- _Your instructions_: Find "display:flex; gap:28px; margin-inline-start:auto;" and "2 1 2 8 2 1" in the records below. Copy the lines holding them and every line between, exactly, and no others.

[Record set Boundary: Start]

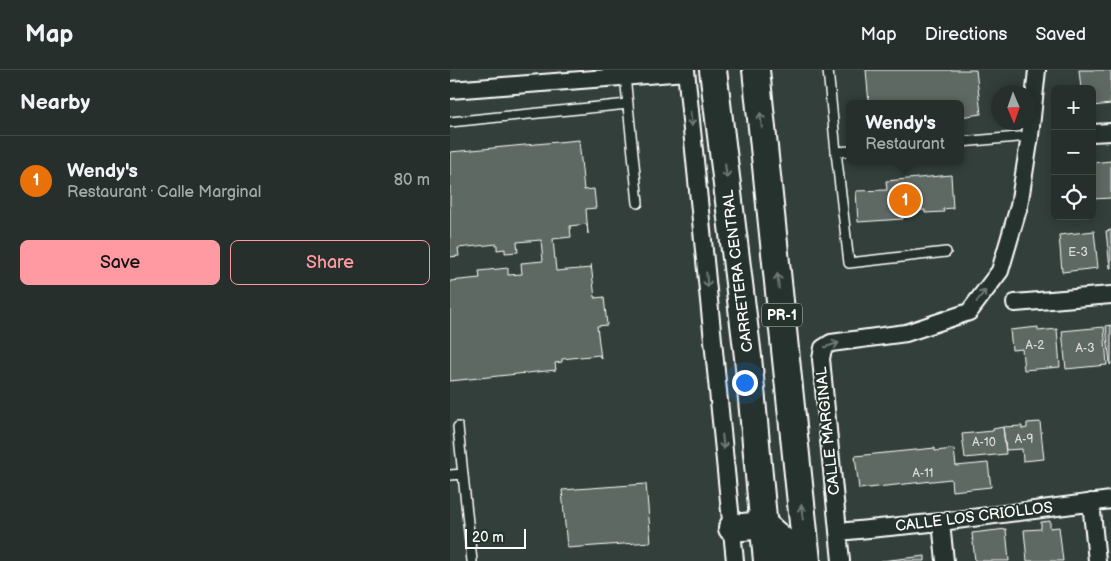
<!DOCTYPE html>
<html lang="en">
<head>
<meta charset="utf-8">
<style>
  body { margin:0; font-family:"Balsamiq Sans",sans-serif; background:#2e3734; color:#f1f3f6 }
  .controls { position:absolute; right:15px; top:15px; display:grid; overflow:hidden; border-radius:8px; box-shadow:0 2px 12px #0003 }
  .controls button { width:45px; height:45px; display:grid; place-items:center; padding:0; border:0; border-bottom:1px solid #424a48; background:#262f2c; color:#f1f3f6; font:25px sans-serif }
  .compass { position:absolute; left:541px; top:15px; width:45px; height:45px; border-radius:50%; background:#262f2c; box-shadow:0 2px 12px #0003; rotate:178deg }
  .scale { position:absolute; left:15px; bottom:12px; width:61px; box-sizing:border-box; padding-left:5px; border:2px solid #fff; border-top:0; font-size:14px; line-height:18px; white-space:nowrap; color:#fff; -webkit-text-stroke:4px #26332d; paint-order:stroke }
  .you { position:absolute; left:294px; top:312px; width:18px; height:18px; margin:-12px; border:4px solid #fff; border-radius:50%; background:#1a73e8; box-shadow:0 0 0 8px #1a73e833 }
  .badge { display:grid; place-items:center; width:32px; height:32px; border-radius:50%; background:#ff9aa2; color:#fff; font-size:16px; font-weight:700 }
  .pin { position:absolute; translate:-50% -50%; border:2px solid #fff; box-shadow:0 1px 5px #0006 }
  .popup { position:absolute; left:396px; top:30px; width:118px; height:65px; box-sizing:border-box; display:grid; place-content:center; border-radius:8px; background:#262f2c; filter:drop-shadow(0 1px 4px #0005); font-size:16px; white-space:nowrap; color:#a4a9a9 }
  .popup b { font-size:19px; color:#f1f3f6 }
  .popup::after { content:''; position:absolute; left:50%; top:100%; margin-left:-10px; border:10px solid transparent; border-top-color:#262f2c }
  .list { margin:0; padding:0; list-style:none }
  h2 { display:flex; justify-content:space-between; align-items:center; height:65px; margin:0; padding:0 20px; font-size:21px }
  h2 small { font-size:16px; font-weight:400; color:#a4a9a9 }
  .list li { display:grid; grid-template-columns:32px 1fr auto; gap:15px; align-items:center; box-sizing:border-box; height:90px; padding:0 20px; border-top:1px solid #424a48 }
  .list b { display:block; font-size:19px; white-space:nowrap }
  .list p { margin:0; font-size:16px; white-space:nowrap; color:#a4a9a9 }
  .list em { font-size:16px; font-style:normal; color:#a4a9a9 }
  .actions { display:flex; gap:10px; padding:15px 20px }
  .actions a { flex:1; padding:11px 0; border:1px solid #ff9aa2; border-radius:8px; text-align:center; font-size:18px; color:#ff9aa2 }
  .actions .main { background:#ff9aa2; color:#111 }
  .icon { flex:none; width:28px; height:28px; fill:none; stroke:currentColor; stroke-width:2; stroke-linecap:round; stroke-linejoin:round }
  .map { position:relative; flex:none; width:661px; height:491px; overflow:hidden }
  header { display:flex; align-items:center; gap:30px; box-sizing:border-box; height:70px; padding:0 25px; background:#262f2c; border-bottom:1px solid #424a48 }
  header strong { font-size:24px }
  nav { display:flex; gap:28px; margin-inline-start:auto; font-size:18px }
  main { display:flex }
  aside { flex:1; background:#262f2c }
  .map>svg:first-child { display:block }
  .building { fill:#5f6964; stroke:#fff }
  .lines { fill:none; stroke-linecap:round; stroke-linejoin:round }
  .lane-casing { stroke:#fff; stroke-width:12 }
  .street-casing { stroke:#fff; stroke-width:20 }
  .primary-casing { stroke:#fff; stroke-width:30 }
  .lane { stroke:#26332d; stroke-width:9 }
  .street { stroke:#26332d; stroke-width:16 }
  .primary { stroke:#26332d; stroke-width:26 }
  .oneway { stroke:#727a76 }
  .labels { text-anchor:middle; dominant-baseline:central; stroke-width:4; stroke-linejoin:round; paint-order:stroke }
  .number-label { font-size:12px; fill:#d7dad8 }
  .shield { fill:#26332d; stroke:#bec2c0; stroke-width:1 }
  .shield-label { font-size:14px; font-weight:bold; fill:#fff }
  .street-label { font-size:15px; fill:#fff; stroke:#26332d }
</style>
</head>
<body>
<header>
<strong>Map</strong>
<nav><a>Map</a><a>Directions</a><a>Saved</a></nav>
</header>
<main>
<aside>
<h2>Nearby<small></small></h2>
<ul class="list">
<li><span class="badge" style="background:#e8710a">1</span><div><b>Wendy's</b><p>Restaurant · Calle Marginal</p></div><em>80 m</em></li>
</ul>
<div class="actions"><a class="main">Save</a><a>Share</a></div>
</aside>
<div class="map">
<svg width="661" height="491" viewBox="0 0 661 491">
  <rect width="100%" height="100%" fill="#333f3a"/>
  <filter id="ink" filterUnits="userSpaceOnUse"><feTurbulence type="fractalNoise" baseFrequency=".02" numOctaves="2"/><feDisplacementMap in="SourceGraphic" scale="10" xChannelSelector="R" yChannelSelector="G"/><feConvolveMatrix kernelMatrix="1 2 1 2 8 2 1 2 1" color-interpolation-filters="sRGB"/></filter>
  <g filter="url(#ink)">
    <path class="building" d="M 416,0 L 526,0 L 531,44 L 510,47 L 510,34 L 419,34 Z
      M 629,0 L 661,0 L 661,34 L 642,36 L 642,19 L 631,19 Z
      M 129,70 L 134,120 L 144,119 L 146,138 L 136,139 L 138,164 L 137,154 L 120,156 L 121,167 L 103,169 L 106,201 L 141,198 L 141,194 L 145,228 L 154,227 L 157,255 L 147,256 L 151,289 L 149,285 L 112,289 L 112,292 L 105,293 L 106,300 L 0,311 L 0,211 L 30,208 L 29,201 L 58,198 L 58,205 L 72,204 L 71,193 L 93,191 L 91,170 L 67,172 L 68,182 L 55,183 L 55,179 L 47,180 L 47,174 L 8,178 L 9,186 L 0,187 L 0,82 Z
      M 661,91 L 661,128 L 642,129 L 642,93 Z
      M 501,105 L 503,138 L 493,139 L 494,142 L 475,143 L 475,140 L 452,142 L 453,149 L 408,152 L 406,121 L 437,120 L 436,111 Z
      M 661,160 L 661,198 L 660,198 L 656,161 Z
      M 644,161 L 648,198 L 612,202 L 609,165 Z
      M 661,255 L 661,294 L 660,295 L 656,256 Z
      M 588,257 L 588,261 L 607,259 L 610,297 L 574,300 L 572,279 L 562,280 L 560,260 Z
      M 654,257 L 657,295 L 616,299 L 612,261 Z
      M 590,352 L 594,389 L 573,391 L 572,379 L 556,380 L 553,357 L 572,356 L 572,359 L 577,358 L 577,353 Z
      M 553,357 L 556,384 L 515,388 L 512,364 L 543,361 L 543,359 Z
      M 485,378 L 485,381 L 504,379 L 506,396 L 538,393 L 541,417 L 502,421 L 501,409 L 409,419 L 405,386 Z
      M 196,414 L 201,472 L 117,478 L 112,420 Z
      M 600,451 L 600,458 L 609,457 L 613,491 L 577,491 L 574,460 L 591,459 L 591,452 Z
      M 556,459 L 559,491 L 525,491 L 522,463 Z
      M 475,486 L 475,491 L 431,491 Z"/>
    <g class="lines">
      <defs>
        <path id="lane" d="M 378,0 L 386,82 L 400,81
          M 175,6 L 188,133
          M 0,52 L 178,34
          M 510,72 L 580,66
          M 386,82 L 399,193 L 496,182
          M 8,357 L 22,491
          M 0,405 L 13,404"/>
        <path id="street" d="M 236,0 L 285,491
          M 0,20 L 236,2
          M 642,63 L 661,62
          M 565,233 L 661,225
          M 641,432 L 647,491
          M 491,452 L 495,491
          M 388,462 L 491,452 L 661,430
          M 391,491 L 371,289 L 373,278 L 381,273 L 456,263 L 519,242 L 550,201 L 569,136 L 580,66 L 587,0"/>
        <path id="primary" d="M 263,0 L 298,287 L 317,491
          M 306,0 L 357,491
          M 282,458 L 314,455 L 333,471 L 336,491"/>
      </defs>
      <use href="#lane" class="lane-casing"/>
      <use href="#street" class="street-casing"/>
      <use href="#primary" class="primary-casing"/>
      <use href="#lane" class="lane"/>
      <use href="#street" class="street"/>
      <use href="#primary" class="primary"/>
    </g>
    <defs><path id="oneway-shaft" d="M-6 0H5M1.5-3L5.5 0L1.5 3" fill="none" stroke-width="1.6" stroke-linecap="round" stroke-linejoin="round" transform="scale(1.25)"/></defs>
    <g class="oneway">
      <use href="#oneway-shaft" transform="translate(241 49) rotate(84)"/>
      <use href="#oneway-shaft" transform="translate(311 50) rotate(-96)"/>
      <use href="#oneway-shaft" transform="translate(276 101) rotate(83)"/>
      <use href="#oneway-shaft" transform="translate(257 210) rotate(85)"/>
      <use href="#oneway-shaft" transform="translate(328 211) rotate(-96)"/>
      <use href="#oneway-shaft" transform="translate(531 226) rotate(-53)"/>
      <use href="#oneway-shaft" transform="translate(382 275) rotate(-18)"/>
      <use href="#oneway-shaft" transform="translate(273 372) rotate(84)"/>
      <use href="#oneway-shaft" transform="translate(352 442) rotate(-96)"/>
    </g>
  </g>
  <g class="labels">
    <g class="number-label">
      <text x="628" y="182">E-3</text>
      <text x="585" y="275">A-2</text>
      <text x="635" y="278">A-3</text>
      <text x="574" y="369">A-9</text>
      <text x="534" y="372">A-10</text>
      <text x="473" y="403">A-11</text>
    </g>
    <rect class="shield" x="312" y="233.5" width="40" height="23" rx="4"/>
    <g class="shield-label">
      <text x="332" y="245">PR-1</text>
    </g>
    <g class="street-label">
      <text transform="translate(288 201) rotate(-97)">CARRETERA CENTRAL</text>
      <text transform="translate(378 361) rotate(-96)">CALLE MARGINAL</text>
      <text transform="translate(524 447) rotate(-7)">CALLE LOS CRIOLLOS</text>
    </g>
  </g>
</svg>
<div class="controls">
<button>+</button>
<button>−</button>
<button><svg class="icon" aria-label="locate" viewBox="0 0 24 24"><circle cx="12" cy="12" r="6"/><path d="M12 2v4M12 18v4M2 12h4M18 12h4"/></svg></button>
</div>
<svg class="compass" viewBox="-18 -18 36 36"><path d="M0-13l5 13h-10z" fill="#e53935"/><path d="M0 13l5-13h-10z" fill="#a4a9a9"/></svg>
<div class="scale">20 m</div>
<div class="you"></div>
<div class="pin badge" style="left:455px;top:130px;background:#e8710a">1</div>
<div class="popup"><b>Wendy's</b>Restaurant</div>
</div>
</main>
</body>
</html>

[Record set Boundary: End]

- _Answer space_:
  nav { display:flex; gap:28px; margin-inline-start:auto; font-size:18px }
  main { display:flex }
  aside { flex:1; background:#262f2c }
  .map>svg:first-child { display:block }
  .building { fill:#5f6964; stroke:#fff }
  .lines { fill:none; stroke-linecap:round; stroke-linejoin:round }
  .lane-casing { stroke:#fff; stroke-width:12 }
  .street-casing { stroke:#fff; stroke-width:20 }
  .primary-casing { stroke:#fff; stroke-width:30 }
  .lane { stroke:#26332d; stroke-width:9 }
  .street { stroke:#26332d; stroke-width:16 }
  .primary { stroke:#26332d; stroke-width:26 }
  .oneway { stroke:#727a76 }
  .labels { text-anchor:middle; dominant-baseline:central; stroke-width:4; stroke-linejoin:round; paint-order:stroke }
  .number-label { font-size:12px; fill:#d7dad8 }
  .shield { fill:#26332d; stroke:#bec2c0; stroke-width:1 }
  .shield-label { font-size:14px; font-weight:bold; fill:#fff }
  .street-label { font-size:15px; fill:#fff; stroke:#26332d }
</style>
</head>
<body>
<header>
<strong>Map</strong>
<nav><a>Map</a><a>Directions</a><a>Saved</a></nav>
</header>
<main>
<aside>
<h2>Nearby<small></small></h2>
<ul class="list">
<li><span class="badge" style="background:#e8710a">1</span><div><b>Wendy's</b><p>Restaurant · Calle Marginal</p></div><em>80 m</em></li>
</ul>
<div class="actions"><a class="main">Save</a><a>Share</a></div>
</aside>
<div class="map">
<svg width="661" height="491" viewBox="0 0 661 491">
  <rect width="100%" height="100%" fill="#333f3a"/>
  <filter id="ink" filterUnits="userSpaceOnUse"><feTurbulence type="fractalNoise" baseFrequency=".02" numOctaves="2"/><feDisplacementMap in="SourceGraphic" scale="10" xChannelSelector="R" yChannelSelector="G"/><feConvolveMatrix kernelMatrix="1 2 1 2 8 2 1 2 1" color-interpolation-filters="sRGB"/></filter>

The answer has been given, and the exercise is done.